The grass exploit runs long only when the open grass area has no obstacles.
Efficiency gate termination is the most reliable catch for both circles
and open-grass driving (straight-line grass = high efficiency, but
active_node progress terminator catches that case).
---
 agent/reward_wrapper.py | 42 ++++++++++++++++++++++++++---------------
 1 file changed, 27 insertions(+), 15 deletions(-)

diff --git a/agent/reward_wrapper.py b/agent/reward_wrapper.py
index 14274f6..3563d1a 100644
--- a/agent/reward_wrapper.py
+++ b/agent/reward_wrapper.py
@@ -96,22 +96,25 @@ class SpeedRewardWrapper(gym.Wrapper):
         min_lap_time: float = 5.0,
         max_cte_terminate: float = 4.0,
         cte_patience: int = 20,
-        progress_patience: int = 60,   # ~3.3s at 18 steps/sec
+        progress_patience: int = 60,
+        efficiency_patience: int = 20,  # steps of low efficiency before termination
     ):
         super().__init__(env)
-        self.speed_scale       = speed_scale
-        self.window_size       = window_size
-        self.min_efficiency    = min_efficiency
-        self.max_cte           = max_cte
-        self.min_lap_time      = min_lap_time
-        self.max_cte_terminate = max_cte_terminate
-        self.cte_patience      = cte_patience
-        self.progress_patience = progress_patience
-        self._pos_history      = deque(maxlen=window_size + 1)
-        self._last_lap_count   = 0
-        self._high_cte_steps   = 0
-        self._max_node_seen    = -1   # highest active_node reached this episode
-        self._no_progress_steps = 0  # steps since max_node last increased
+        self.speed_scale        = speed_scale
+        self.window_size        = window_size
+        self.min_efficiency     = min_efficiency
+        self.max_cte            = max_cte
+        self.min_lap_time       = min_lap_time
+        self.max_cte_terminate  = max_cte_terminate
+        self.cte_patience       = cte_patience
+        self.progress_patience  = progress_patience
+        self.efficiency_patience = efficiency_patience
+        self._pos_history       = deque(maxlen=window_size + 1)
+        self._last_lap_count    = 0
+        self._high_cte_steps    = 0
+        self._max_node_seen     = -1
+        self._no_progress_steps = 0
+        self._low_eff_steps     = 0
 
     def reset(self, **kwargs):
         result = self.env.reset(**kwargs)
@@ -120,6 +123,7 @@ class SpeedRewardWrapper(gym.Wrapper):
         self._high_cte_steps    = 0
         self._max_node_seen     = -1
         self._no_progress_steps = 0
+        self._low_eff_steps     = 0
         return result
 
     def step(self, action):
@@ -232,9 +236,17 @@ class SpeedRewardWrapper(gym.Wrapper):
                 return penalty, True
 
         # --- Efficiency gate: detect circular driving ---
+        # Count consecutive steps of low efficiency.

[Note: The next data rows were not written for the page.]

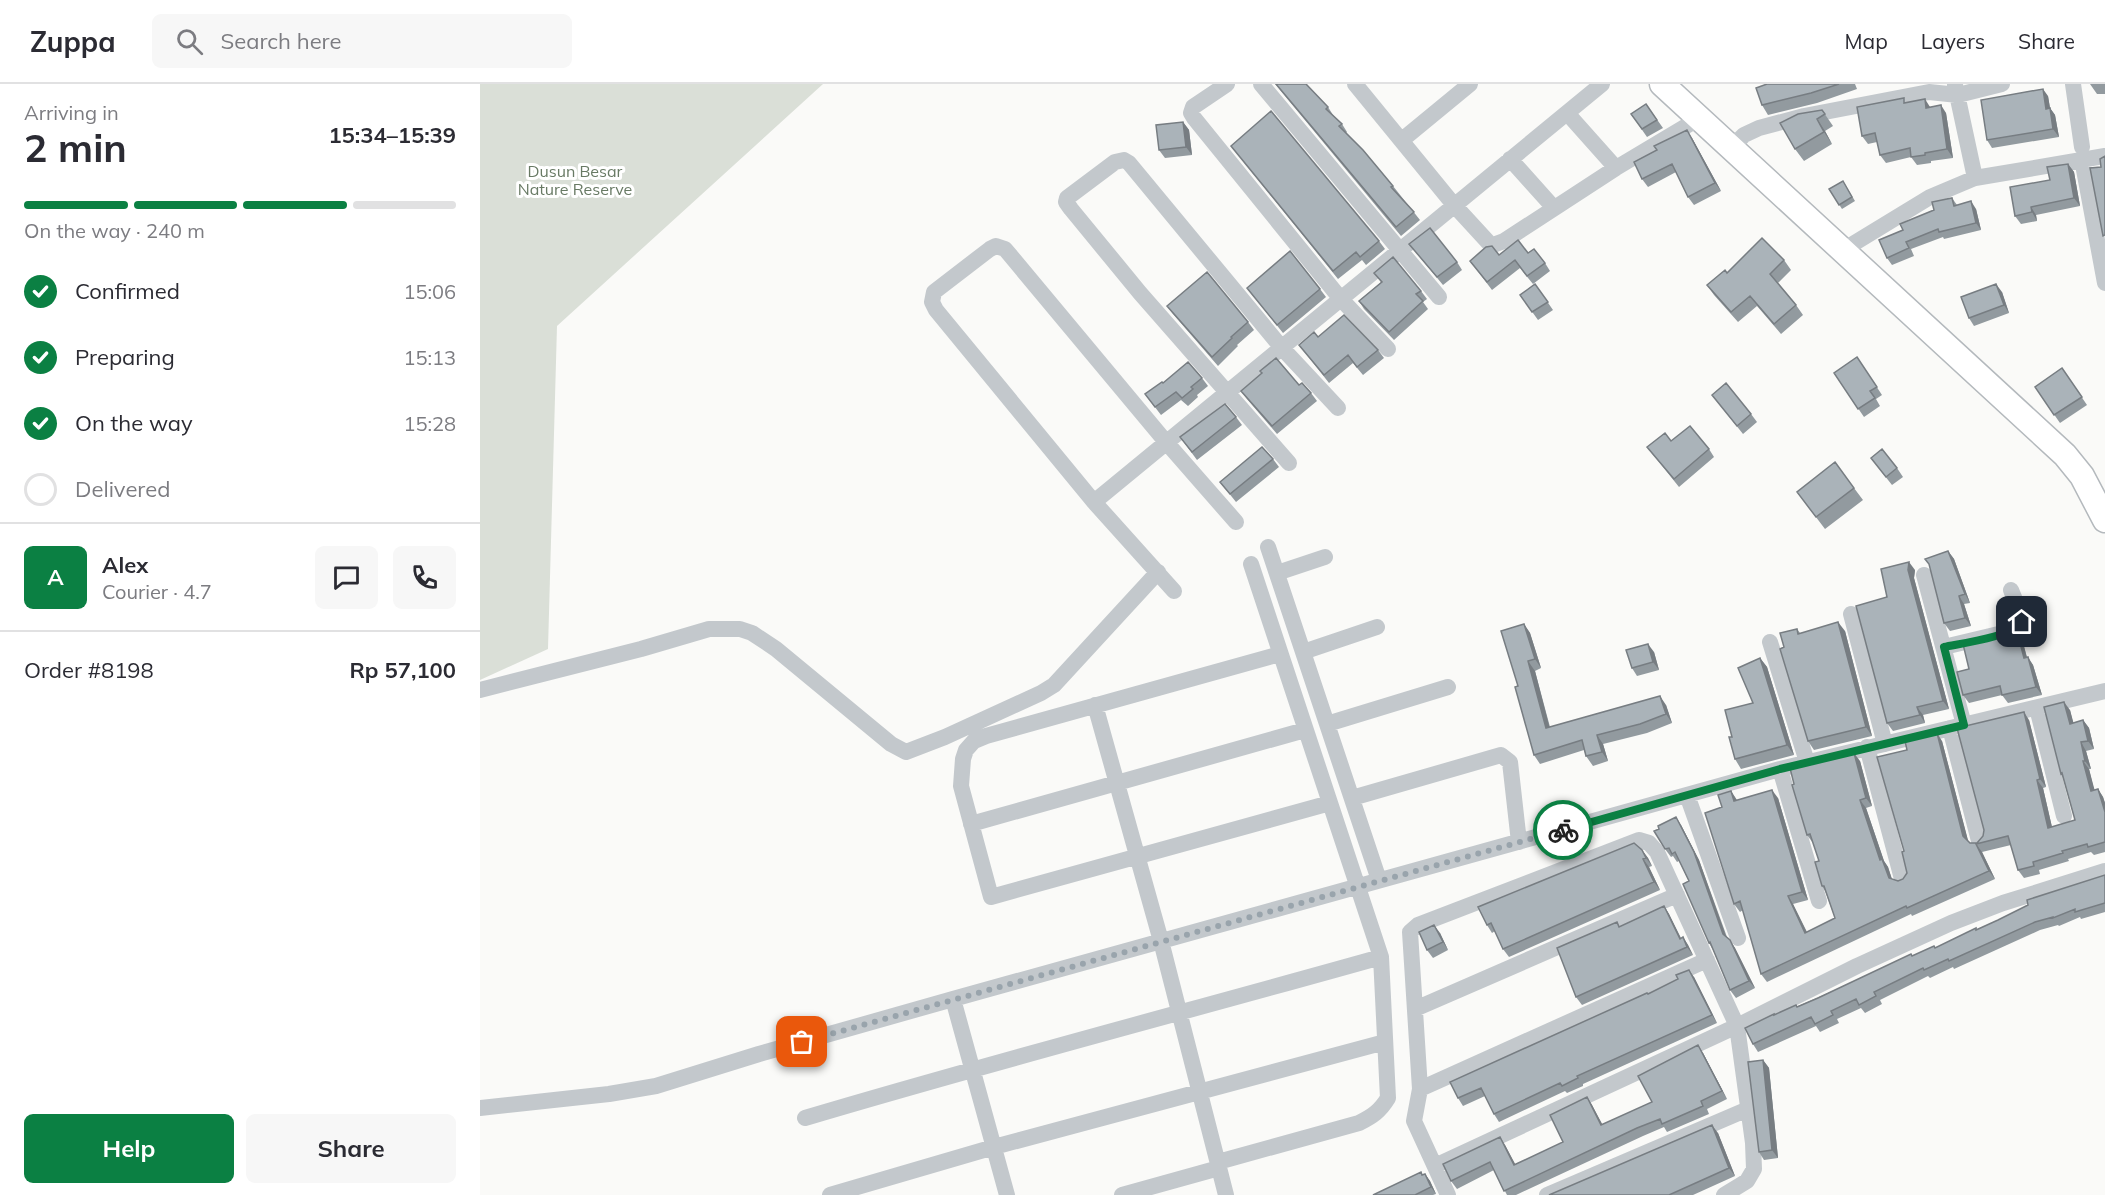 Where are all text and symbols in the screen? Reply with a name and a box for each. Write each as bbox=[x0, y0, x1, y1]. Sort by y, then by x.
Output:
search box bbox=[152, 14, 572, 68]
text: Zuppa bbox=[30, 24, 116, 59]
icon: search bbox=[173, 25, 206, 58]
text: Search here bbox=[221, 27, 341, 55]
text: Map bbox=[1845, 28, 1888, 54]
text: Layers bbox=[1921, 28, 1985, 54]
text: Share bbox=[2018, 28, 2075, 54]
text: Arriving in bbox=[24, 100, 119, 125]
text: 15:34–15:39 bbox=[328, 121, 456, 149]
text: 2 min bbox=[24, 123, 127, 172]
park label: Dusun Besar Nature Reserve bbox=[518, 161, 632, 199]
text: On the way · 240 m bbox=[24, 218, 205, 243]
icon: check bbox=[24, 275, 57, 308]
text: Confirmed bbox=[75, 277, 180, 305]
text: 15:06 bbox=[403, 279, 456, 304]
icon: check bbox=[24, 341, 57, 374]
text: Preparing bbox=[75, 343, 175, 371]
text: 15:13 bbox=[403, 345, 456, 370]
icon: check bbox=[24, 407, 57, 440]
text: On the way bbox=[75, 409, 193, 437]
text: 15:28 bbox=[403, 411, 456, 436]
text: Delivered bbox=[75, 475, 170, 503]
button: chat bbox=[315, 546, 378, 609]
button: phone bbox=[393, 546, 456, 609]
text: Alex bbox=[102, 551, 148, 579]
text: A bbox=[47, 563, 64, 591]
text: Courier · 4.7 bbox=[102, 579, 212, 604]
pin bbox=[1996, 596, 2047, 647]
icon: home bbox=[2005, 605, 2038, 638]
text: Order #8198 bbox=[24, 656, 154, 684]
text: Rp 57,100 bbox=[349, 656, 456, 684]
courier bbox=[1533, 800, 1593, 860]
icon: bike bbox=[1547, 814, 1580, 847]
pin bbox=[776, 1016, 827, 1067]
icon: bag bbox=[785, 1025, 818, 1058]
button: Help bbox=[24, 1114, 234, 1183]
button: Share bbox=[246, 1114, 456, 1183] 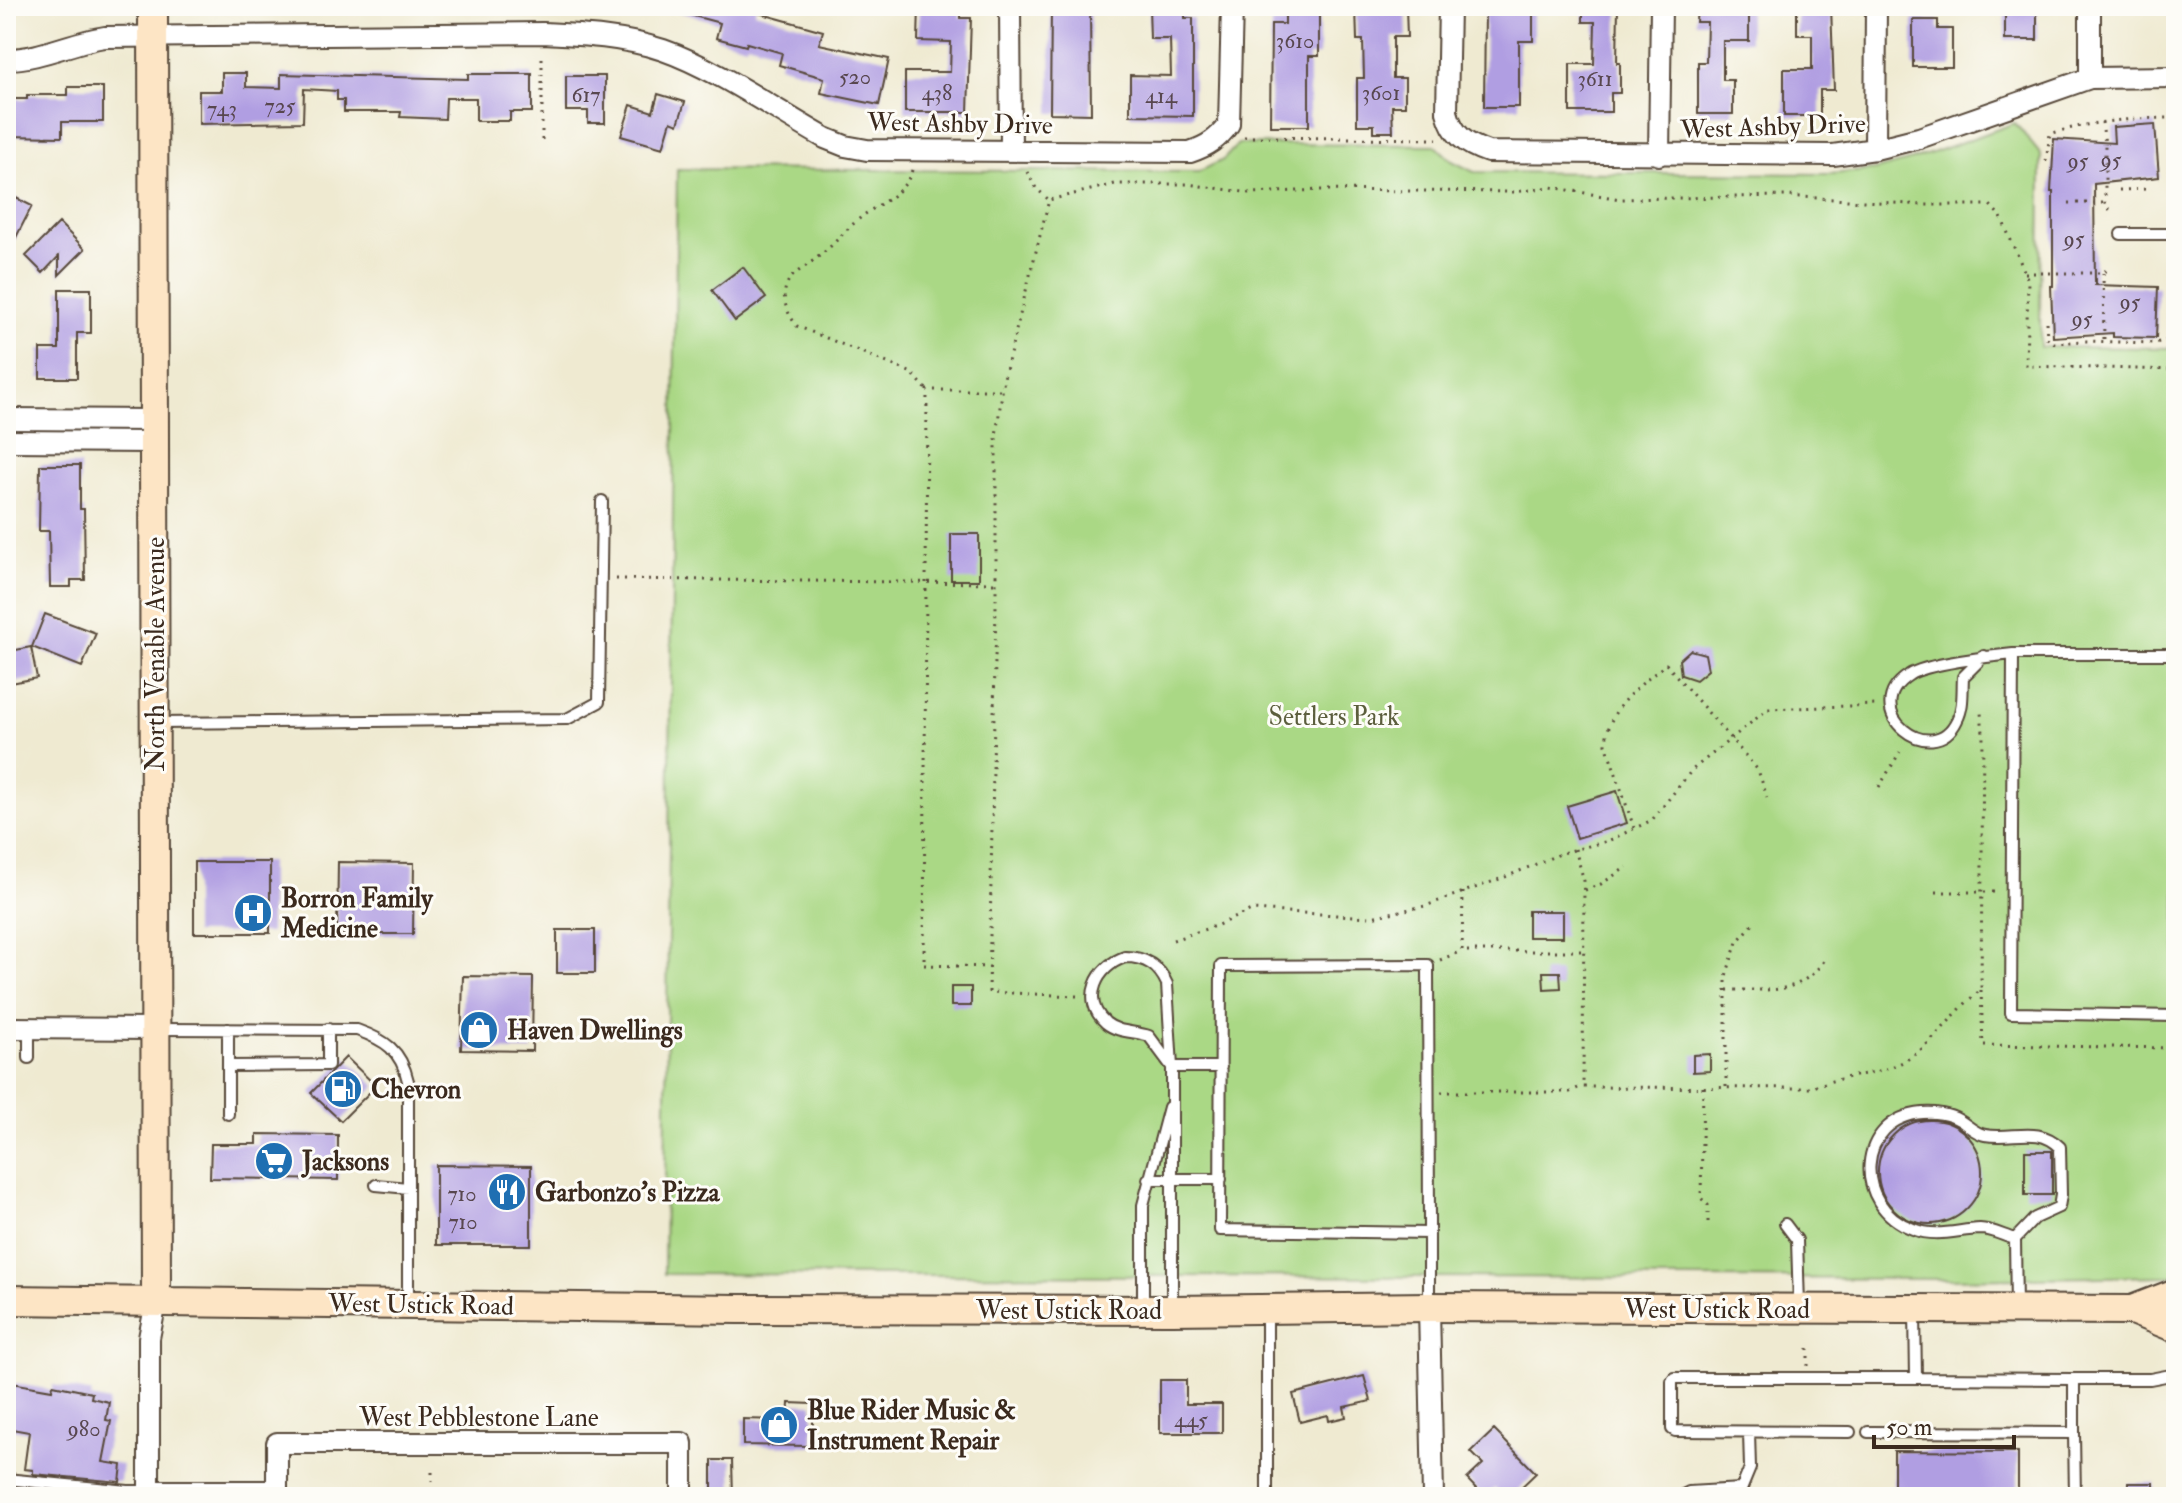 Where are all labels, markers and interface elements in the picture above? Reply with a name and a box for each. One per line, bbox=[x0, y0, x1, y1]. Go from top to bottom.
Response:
house number: 3610 bbox=[1276, 27, 1314, 55]
house number: 520 bbox=[839, 63, 871, 91]
house number: 3611 bbox=[1577, 65, 1613, 93]
house number: 438 bbox=[922, 79, 952, 107]
house number: 3601 bbox=[1362, 79, 1400, 107]
house number: 617 bbox=[572, 81, 600, 109]
house number: 414 bbox=[1145, 82, 1178, 110]
house number: 725 bbox=[265, 92, 296, 120]
house number: 743 bbox=[207, 95, 237, 123]
street label: West Ashby Drive bbox=[866, 106, 1053, 142]
street label: West Ashby Drive bbox=[1679, 108, 1867, 146]
house number: 95 bbox=[2099, 146, 2122, 174]
house number: 95 bbox=[2066, 147, 2089, 175]
house number: 95 bbox=[2062, 225, 2085, 253]
house number: 95 bbox=[2118, 288, 2141, 316]
house number: 95 bbox=[2070, 305, 2093, 333]
street label: North Venable Avenue bbox=[140, 537, 172, 771]
park label: Settlers Park bbox=[1268, 701, 1400, 733]
place label: Borron Family Medicine bbox=[280, 883, 434, 945]
hospital icon: Borron Family Medicine bbox=[232, 892, 274, 934]
shop icon: Haven Dwellings bbox=[458, 1009, 500, 1051]
place label: Haven Dwellings bbox=[507, 1015, 683, 1048]
fuel station icon: Chevron bbox=[322, 1068, 364, 1110]
place label: Chevron bbox=[371, 1074, 462, 1106]
supermarket icon: Jacksons bbox=[253, 1140, 295, 1182]
place label: Jacksons bbox=[300, 1146, 389, 1178]
restaurant icon: Garbonzo's Pizza bbox=[486, 1171, 528, 1213]
place label: Garbonzo's Pizza bbox=[535, 1177, 721, 1209]
house number: 710 bbox=[447, 1180, 477, 1208]
house number: 710 bbox=[448, 1208, 478, 1236]
street label: West Ustick Road bbox=[327, 1287, 514, 1323]
street label: West Ustick Road bbox=[1623, 1294, 1810, 1326]
street label: West Ustick Road bbox=[975, 1295, 1162, 1327]
place label: Blue Rider Music & Instrument Repair bbox=[807, 1395, 1016, 1458]
scale bar bbox=[1874, 1399, 2014, 1449]
street label: West Pebblestone Lane bbox=[358, 1402, 599, 1434]
shop icon: Blue Rider Music & Instrument Repair bbox=[758, 1404, 800, 1446]
house number: 445 bbox=[1174, 1406, 1208, 1434]
text: 50 m bbox=[1886, 1412, 1933, 1443]
house number: 980 bbox=[66, 1415, 100, 1443]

After patience steps, terminate.
+        # Previously this just returned 0 reward (no termination) which let circles
+        # run for 20+ seconds. Now we terminate after ~20 steps (~0.7s).
         efficiency = self._compute_efficiency()
         if efficiency < self.min_efficiency:
-            return 0.0, False
+            self._low_eff_steps += 1
+            if self._low_eff_steps >= self.efficiency_patience:
+                return -1.0, True   # circle too long — terminate
+            return 0.0, False       # still accumulating — zero reward
+        else:
+            self._low_eff_steps = 0
 
         # --- CTE quality ---
         cte_quality = 1.0 - min(abs(cte) / self.max_cte, 1.0)